From: Yann Droneaud <ydroneaud-RlY5vtjFyJ3QT0dZR+AlfA@public.gmane.org>
To: Haggai Eran <haggaie-VPRAkNaXOzVWk0Htik3J/w@public.gmane.org>
Cc: Roland Dreier <roland-DgEjT+Ai2ygdnm+yROfE0A@public.gmane.org>,
linux-rdma-u79uwXL29TY76Z2rM5mHXA@public.gmane.org,
Liran Liss <liranl-VPRAkNaXOzVWk0Htik3J/w@public.gmane.org>,
Or Gerlitz <ogerlitz-VPRAkNaXOzVWk0Htik3J/w@public.gmane.org>,
Sagi Grimberg <sagig-VPRAkNaXOzVWk0Htik3J/w@public.gmane.org>,
Majd Dibbiny <majd-VPRAkNaXOzVWk0Htik3J/w@public.gmane.org>,
Jerome Glisse <j.glisse-Re5JQEeQqe8AvxtiuMwx3w@public.gmane.org>,
Shachar Raindel <raindel-VPRAkNaXOzVWk0Htik3J/w@public.gmane.org>
Subject: Re: [PATCH v3 07/17] IB/core: Add flags for on demand paging support
Date: Tue, 16 Dec 2014 13:13:52 +0100 [thread overview]

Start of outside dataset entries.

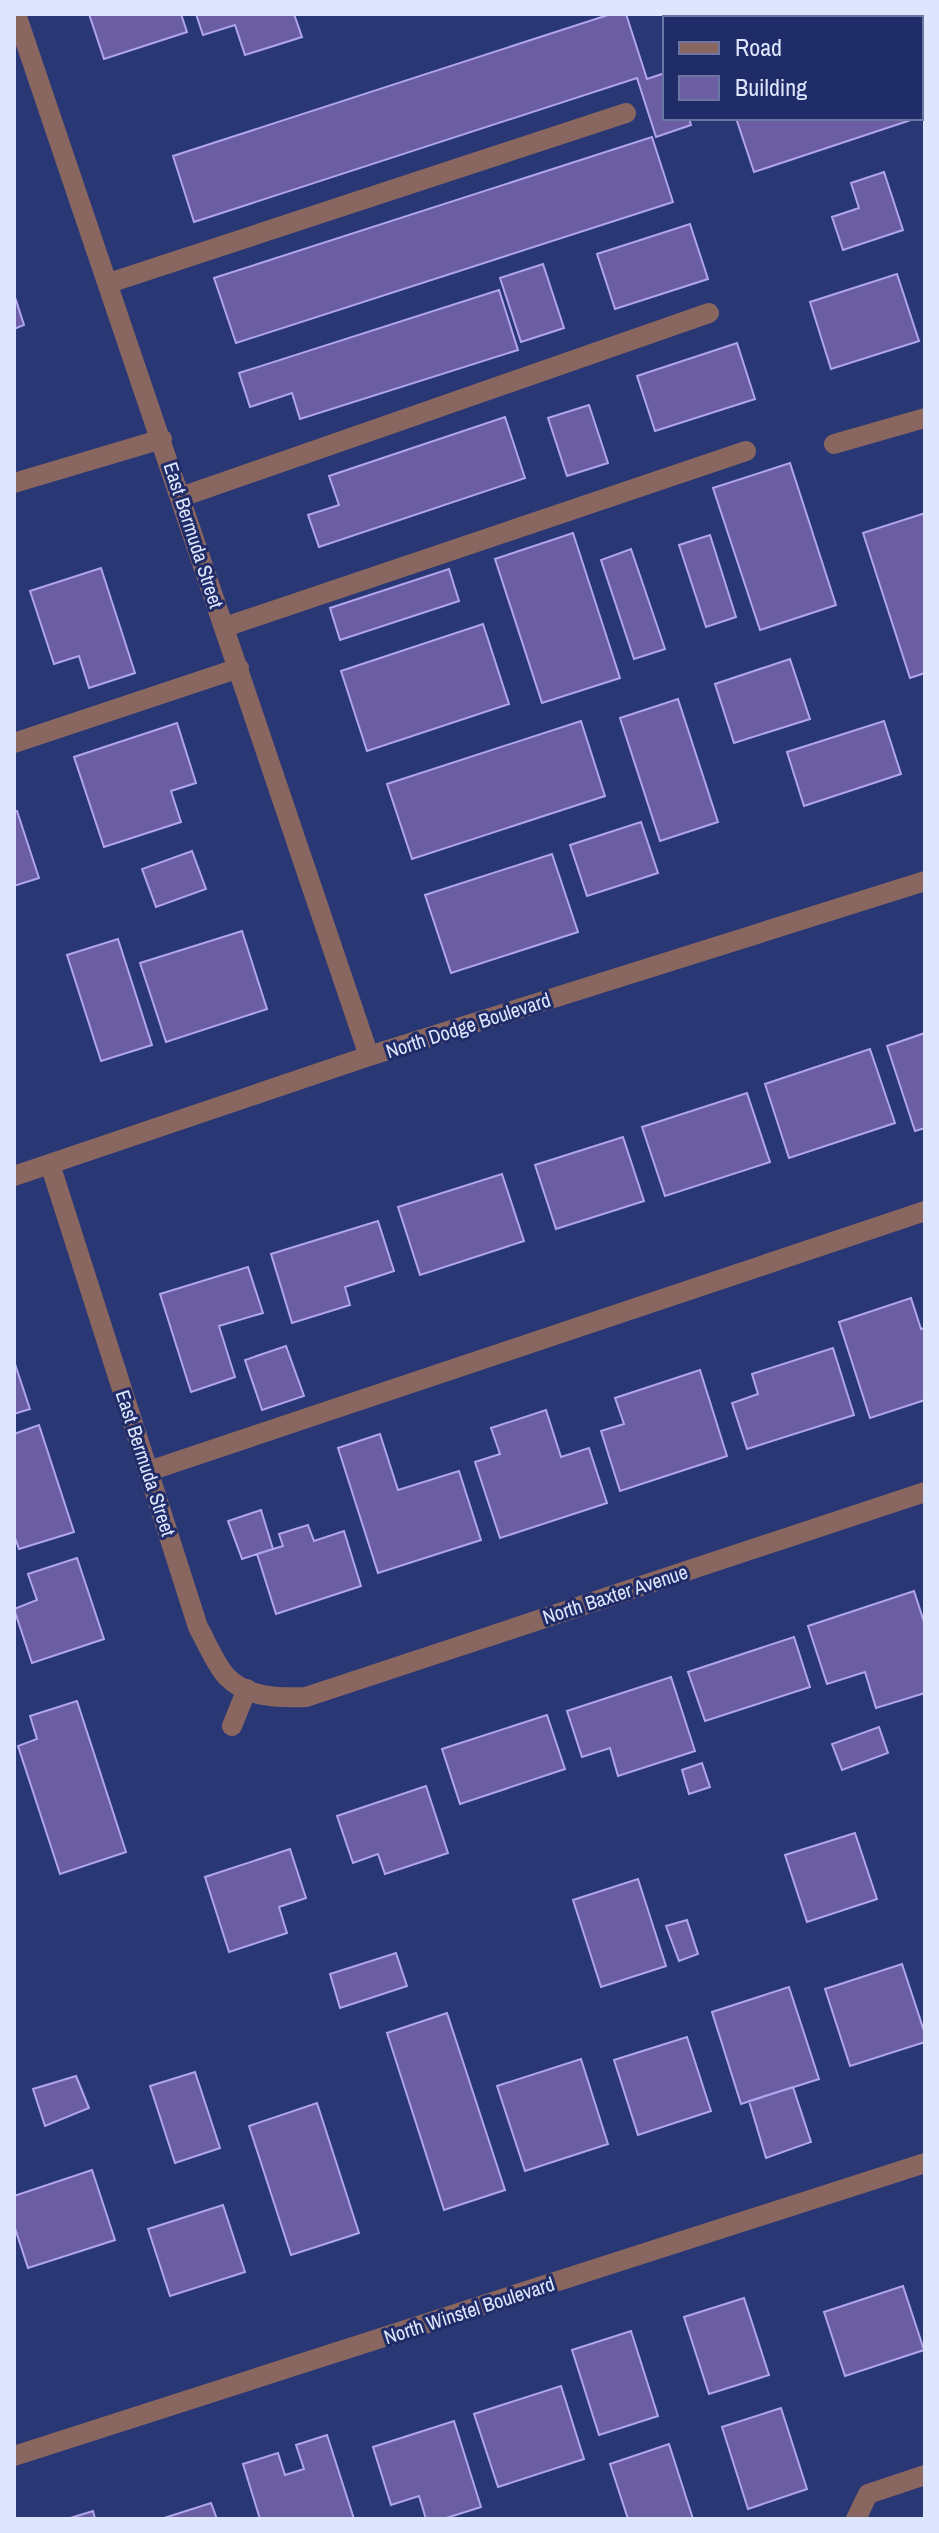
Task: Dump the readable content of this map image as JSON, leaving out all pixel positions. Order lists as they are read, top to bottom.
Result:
{
  "streets": {
    "street": [
      "East Bermuda Street",
      "North Dodge Boulevard",
      "North Baxter Avenue",
      "North Winstel Boulevard"
    ]
  },
  "crossings": [
    ["East Bermuda Street", "North Dodge Boulevard"],
    ["East Bermuda Street", "North Baxter Avenue"]
  ],
  "legend": ["Road", "Building"]
}
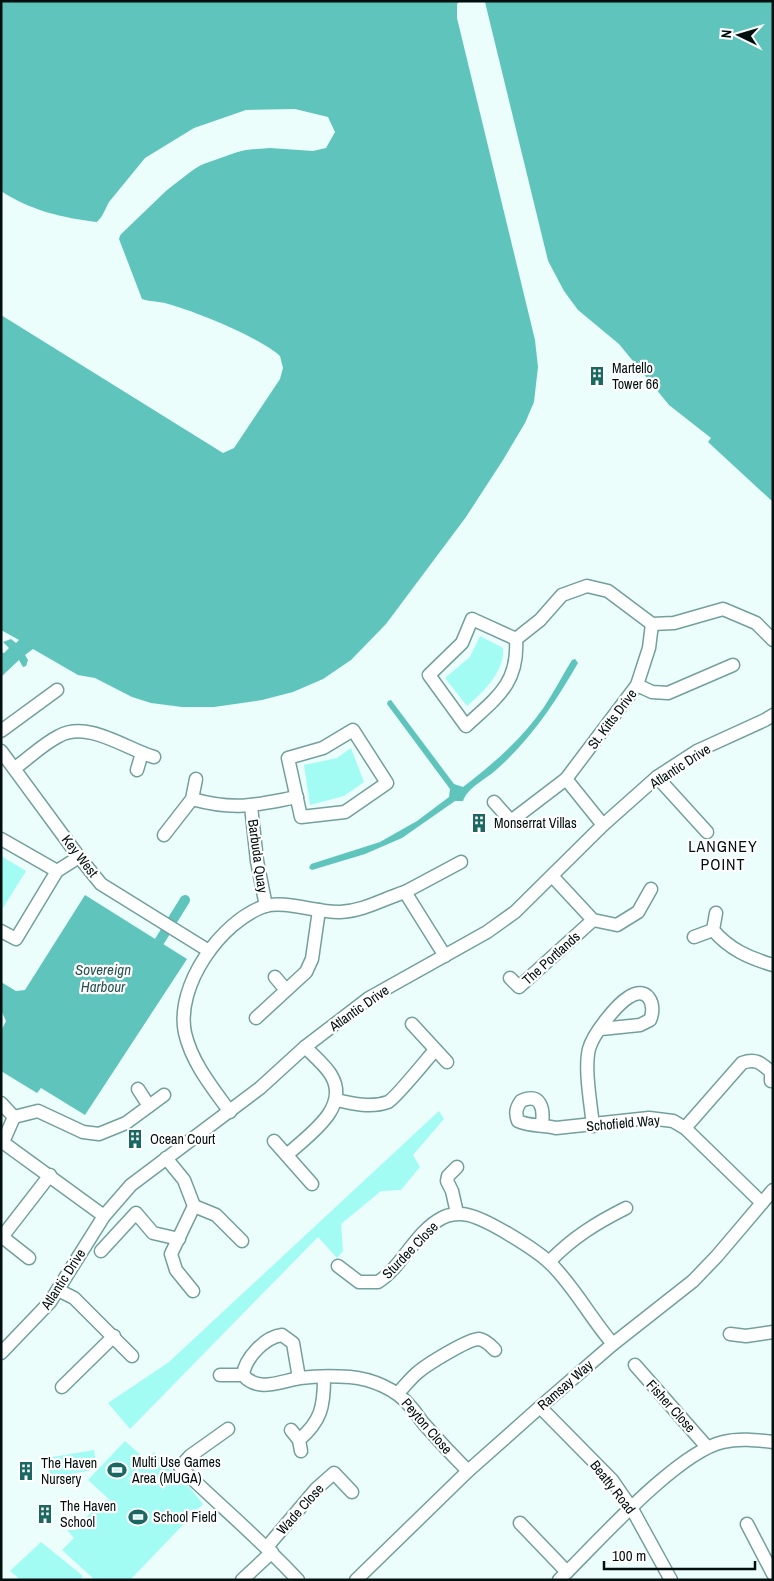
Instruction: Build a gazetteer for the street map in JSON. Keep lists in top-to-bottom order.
{
  "streets": {
    "street": [
      "St. Kitts Drive",
      "Atlantic Drive",
      "Key West",
      "Barbuda Quay",
      "The Portlands",
      "Schofield Way",
      "Sturdee Close",
      "Ramsay Way",
      "Fisher Close",
      "Peyton Close",
      "Beatty Road",
      "Wade Close"
    ]
  },
  "crossings": [
    ["Atlantic Drive", "The Portlands"],
    ["Schofield Way", "Ramsay Way"],
    ["Ramsay Way", "Peyton Close"],
    ["Ramsay Way", "Beatty Road"]
  ],
  "districts": ["LANGNEY POINT"],
  "water": ["Sovereign Harbour"],
  "places": {
    "building": [
      "Martello Tower 66",
      "Monserrat Villas",
      "Ocean Court",
      "The Haven Nursery",
      "The Haven School"
    ],
    "sports": ["Multi Use Games Area (MUGA)", "School Field"]
  },
  "scale_bar": "100 m",
  "north": "left"
}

Message-ID: <1418732032.2779.11.camel@opteya.com> (raw)
In-Reply-To: <1418731378.2779.6.camel-RlY5vtjFyJ3QT0dZR+AlfA@public.gmane.org>
Le mardi 16 décembre 2014 à 13:02 +0100, Yann Droneaud a écrit :
> Le jeudi 11 décembre 2014 à 17:04 +0200, Haggai Eran a écrit :
> > From: Sagi Grimberg <sagig-VPRAkNaXOzVWk0Htik3J/w@public.gmane.org>
> >
> > * Add a configuration option for enable on-demand paging support in the
> > infiniband subsystem (CONFIG_INFINIBAND_ON_DEMAND_PAGING). In a later patch,
> > this configuration option will select the MMU_NOTIFIER configuration option
> > to enable mmu notifiers.
> > * Add a flag for on demand paging (ODP) support in the IB device capabilities.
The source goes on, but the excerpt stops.